Nobody told you to do it, you just did it. You were led merely by your curiosity and excitement.
And the beautiful thing was, if you hated soccer, you just stopped playing it. There was no guilt involved. There was no arguing or debate. You either liked it, or you didn’t.
There was no second-level analysis of, “Well, is looking for bugs really what I should be doing with my time as a child? Nobody else wants to color, does that mean there’s something wrong with me? How will coloring affect my future?”
There was no bulls--t. If you liked something, you just did it.
We all have this need to find what our passion is, to find something that makes us excited to jump out of bed in the morning. We need to have a definite answer so we can spend years studying it in college and plan our life out at 18. But this isn’t realistic, life is all about not knowing, and then doing something anyway.
Stop looking!

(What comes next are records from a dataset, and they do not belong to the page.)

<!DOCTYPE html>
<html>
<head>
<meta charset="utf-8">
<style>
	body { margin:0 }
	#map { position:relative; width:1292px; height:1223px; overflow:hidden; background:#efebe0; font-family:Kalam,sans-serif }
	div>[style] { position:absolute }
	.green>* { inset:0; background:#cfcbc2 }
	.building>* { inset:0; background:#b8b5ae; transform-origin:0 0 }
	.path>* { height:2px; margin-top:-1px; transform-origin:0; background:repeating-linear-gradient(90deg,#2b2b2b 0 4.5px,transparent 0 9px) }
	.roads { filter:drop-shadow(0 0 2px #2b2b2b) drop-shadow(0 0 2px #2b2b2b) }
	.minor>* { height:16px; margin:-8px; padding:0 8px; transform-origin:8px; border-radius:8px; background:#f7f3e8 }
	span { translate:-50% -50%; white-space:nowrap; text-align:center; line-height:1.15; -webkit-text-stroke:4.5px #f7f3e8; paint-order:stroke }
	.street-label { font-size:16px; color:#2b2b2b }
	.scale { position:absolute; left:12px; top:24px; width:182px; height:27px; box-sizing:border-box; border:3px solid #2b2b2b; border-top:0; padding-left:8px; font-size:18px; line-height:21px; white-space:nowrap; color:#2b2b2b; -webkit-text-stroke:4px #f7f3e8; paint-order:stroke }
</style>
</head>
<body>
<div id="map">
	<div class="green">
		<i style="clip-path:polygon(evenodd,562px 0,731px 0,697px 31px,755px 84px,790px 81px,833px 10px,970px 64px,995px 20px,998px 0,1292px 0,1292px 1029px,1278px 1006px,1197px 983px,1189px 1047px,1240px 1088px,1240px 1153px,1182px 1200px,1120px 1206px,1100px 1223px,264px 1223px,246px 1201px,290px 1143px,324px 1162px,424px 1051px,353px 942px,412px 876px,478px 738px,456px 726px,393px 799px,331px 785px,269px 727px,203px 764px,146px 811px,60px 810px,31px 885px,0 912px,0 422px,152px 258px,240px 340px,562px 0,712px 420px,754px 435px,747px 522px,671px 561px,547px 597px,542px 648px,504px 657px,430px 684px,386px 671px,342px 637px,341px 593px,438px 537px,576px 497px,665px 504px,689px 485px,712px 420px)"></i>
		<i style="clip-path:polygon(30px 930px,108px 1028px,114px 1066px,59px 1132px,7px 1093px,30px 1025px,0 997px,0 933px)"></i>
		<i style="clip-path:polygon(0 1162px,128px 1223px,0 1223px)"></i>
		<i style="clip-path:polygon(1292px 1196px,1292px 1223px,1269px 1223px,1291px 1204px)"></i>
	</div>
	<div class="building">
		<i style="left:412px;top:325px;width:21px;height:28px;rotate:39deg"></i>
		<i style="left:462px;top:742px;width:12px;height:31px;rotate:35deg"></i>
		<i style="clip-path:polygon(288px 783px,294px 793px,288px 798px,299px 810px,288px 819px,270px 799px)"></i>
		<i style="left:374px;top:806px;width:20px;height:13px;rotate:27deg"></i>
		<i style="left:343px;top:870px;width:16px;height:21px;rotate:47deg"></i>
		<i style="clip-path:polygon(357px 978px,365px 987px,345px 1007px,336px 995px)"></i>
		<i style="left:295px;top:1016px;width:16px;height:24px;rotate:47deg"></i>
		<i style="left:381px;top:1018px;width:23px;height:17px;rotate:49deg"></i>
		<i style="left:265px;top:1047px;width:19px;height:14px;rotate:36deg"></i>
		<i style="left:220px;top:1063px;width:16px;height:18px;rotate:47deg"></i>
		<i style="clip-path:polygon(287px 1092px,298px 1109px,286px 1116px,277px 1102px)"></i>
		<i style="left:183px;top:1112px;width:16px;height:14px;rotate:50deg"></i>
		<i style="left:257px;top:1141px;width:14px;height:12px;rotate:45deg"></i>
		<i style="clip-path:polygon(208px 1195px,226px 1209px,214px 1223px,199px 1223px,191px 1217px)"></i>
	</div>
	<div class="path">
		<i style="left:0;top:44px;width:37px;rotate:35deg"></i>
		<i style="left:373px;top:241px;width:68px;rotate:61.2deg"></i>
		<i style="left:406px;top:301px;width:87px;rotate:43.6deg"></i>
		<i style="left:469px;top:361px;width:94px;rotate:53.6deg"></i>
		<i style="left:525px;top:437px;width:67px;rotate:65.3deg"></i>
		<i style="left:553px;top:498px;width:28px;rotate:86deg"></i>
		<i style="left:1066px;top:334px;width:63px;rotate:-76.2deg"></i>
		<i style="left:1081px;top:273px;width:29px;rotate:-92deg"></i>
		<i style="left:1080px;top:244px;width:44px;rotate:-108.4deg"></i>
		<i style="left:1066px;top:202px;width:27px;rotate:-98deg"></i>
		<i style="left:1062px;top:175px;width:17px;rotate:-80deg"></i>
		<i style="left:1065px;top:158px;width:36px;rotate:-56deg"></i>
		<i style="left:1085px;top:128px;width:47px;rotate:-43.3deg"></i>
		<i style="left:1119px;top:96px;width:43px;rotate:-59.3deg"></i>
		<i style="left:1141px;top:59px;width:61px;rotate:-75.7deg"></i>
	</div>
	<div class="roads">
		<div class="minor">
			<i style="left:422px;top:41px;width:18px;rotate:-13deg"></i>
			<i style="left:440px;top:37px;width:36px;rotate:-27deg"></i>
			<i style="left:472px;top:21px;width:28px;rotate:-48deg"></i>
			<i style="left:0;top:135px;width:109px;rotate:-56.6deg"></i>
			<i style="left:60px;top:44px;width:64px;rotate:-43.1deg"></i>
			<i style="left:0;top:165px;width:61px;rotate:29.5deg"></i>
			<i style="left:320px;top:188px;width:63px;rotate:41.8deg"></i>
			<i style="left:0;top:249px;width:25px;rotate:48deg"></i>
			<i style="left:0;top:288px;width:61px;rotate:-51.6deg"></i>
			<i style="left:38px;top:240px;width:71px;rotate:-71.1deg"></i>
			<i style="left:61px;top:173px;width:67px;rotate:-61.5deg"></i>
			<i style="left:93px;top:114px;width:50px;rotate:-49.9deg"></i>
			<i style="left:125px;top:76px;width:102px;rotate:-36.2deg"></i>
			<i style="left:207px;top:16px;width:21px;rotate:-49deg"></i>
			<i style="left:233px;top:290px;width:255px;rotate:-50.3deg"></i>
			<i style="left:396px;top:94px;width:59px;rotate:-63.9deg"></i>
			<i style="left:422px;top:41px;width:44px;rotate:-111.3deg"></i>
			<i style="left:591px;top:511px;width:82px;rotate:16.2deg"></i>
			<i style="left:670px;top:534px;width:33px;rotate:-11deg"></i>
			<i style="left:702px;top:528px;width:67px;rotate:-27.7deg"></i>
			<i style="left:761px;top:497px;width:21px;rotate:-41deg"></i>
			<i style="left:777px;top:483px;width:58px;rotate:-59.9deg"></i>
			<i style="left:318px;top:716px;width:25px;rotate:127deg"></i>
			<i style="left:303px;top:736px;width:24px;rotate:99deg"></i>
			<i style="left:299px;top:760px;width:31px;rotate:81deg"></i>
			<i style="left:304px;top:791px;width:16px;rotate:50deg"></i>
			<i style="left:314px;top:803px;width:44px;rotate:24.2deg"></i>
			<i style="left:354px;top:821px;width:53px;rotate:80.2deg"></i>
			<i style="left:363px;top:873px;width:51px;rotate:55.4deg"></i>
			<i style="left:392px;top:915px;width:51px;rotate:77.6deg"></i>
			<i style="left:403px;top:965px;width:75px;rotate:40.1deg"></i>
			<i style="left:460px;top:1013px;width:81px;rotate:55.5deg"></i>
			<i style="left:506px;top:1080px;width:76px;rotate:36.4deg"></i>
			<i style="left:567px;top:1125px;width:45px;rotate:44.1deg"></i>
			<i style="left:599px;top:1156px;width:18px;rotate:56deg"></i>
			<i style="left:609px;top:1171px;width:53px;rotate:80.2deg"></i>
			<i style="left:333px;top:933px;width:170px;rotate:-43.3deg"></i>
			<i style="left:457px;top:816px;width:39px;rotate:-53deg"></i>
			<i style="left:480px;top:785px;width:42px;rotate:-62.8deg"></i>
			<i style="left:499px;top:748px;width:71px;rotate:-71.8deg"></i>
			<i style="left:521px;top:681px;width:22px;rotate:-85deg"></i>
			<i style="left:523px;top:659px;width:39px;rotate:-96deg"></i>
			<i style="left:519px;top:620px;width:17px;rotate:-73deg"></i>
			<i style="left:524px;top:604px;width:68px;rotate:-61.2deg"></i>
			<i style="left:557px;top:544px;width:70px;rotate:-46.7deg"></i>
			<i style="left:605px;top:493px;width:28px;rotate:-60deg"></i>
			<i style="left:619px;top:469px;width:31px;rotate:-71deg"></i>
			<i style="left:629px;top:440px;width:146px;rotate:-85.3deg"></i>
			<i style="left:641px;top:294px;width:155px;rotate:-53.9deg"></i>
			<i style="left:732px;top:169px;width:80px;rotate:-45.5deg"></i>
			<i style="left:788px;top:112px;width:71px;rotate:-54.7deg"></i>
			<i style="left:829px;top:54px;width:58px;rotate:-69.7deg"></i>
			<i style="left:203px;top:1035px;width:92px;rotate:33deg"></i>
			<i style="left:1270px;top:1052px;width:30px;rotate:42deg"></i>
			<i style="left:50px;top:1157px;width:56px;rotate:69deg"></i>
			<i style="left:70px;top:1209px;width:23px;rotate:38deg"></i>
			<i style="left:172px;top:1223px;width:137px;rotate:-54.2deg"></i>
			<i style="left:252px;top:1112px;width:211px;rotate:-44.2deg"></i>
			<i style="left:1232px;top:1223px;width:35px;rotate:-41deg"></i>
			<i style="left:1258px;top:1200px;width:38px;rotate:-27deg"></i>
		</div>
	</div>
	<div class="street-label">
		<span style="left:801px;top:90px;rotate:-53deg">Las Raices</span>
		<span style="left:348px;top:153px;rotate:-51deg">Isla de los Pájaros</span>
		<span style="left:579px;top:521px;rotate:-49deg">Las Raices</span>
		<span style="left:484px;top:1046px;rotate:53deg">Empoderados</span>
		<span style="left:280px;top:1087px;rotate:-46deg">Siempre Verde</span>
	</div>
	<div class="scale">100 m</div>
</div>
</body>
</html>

You’ve already found it, you’re just ignoring it. Seriously, you’re awake more then 12 hours a day, what do you do with your time? You’re doing something, obviously. You’re talking about something. There’s some topic or activity or idea that dominates a significant amount of your free time, your conversations, your web browsing, and it dominates them without you consciously pursuing it or looking for it.
The problem is not a lack of passion for something. The problem is productivity and perception.
The problem is the, “Oh, well that’s just not a realistic option,” or “you can’t buy a BMW with the money you make doing that.”
The problem isn’t passion. It’s priorities.
Since when does everyone feel entitled to love every second of their job? Every job sucks sometimes, and every career isn’t going to make you a millionaire.
I didn’t become a designer to get rich, I became a designer because it was what I liked doing and I was going to do regardless if it was my job or if it was a hobby I did every night because there was no other time to spend at my computer.
When I had to pick something to spend the next four years studying, I didn’t have to think that much. It chose me. It was already there, I just opened my eyes to the fact that I can’t wait to sit at my computer and drawing logos for hours and make a poster for my friend’s band or just looking up different typefaces till 2am because I could.
If you have to look for what you’re passionate about, then you’re probably not passionate about it at all. If you’re passionate about something, it will already feel like such an ingrained part of your life.
If you have to look for what you enjoy in life, then you’re not going to enjoy anything.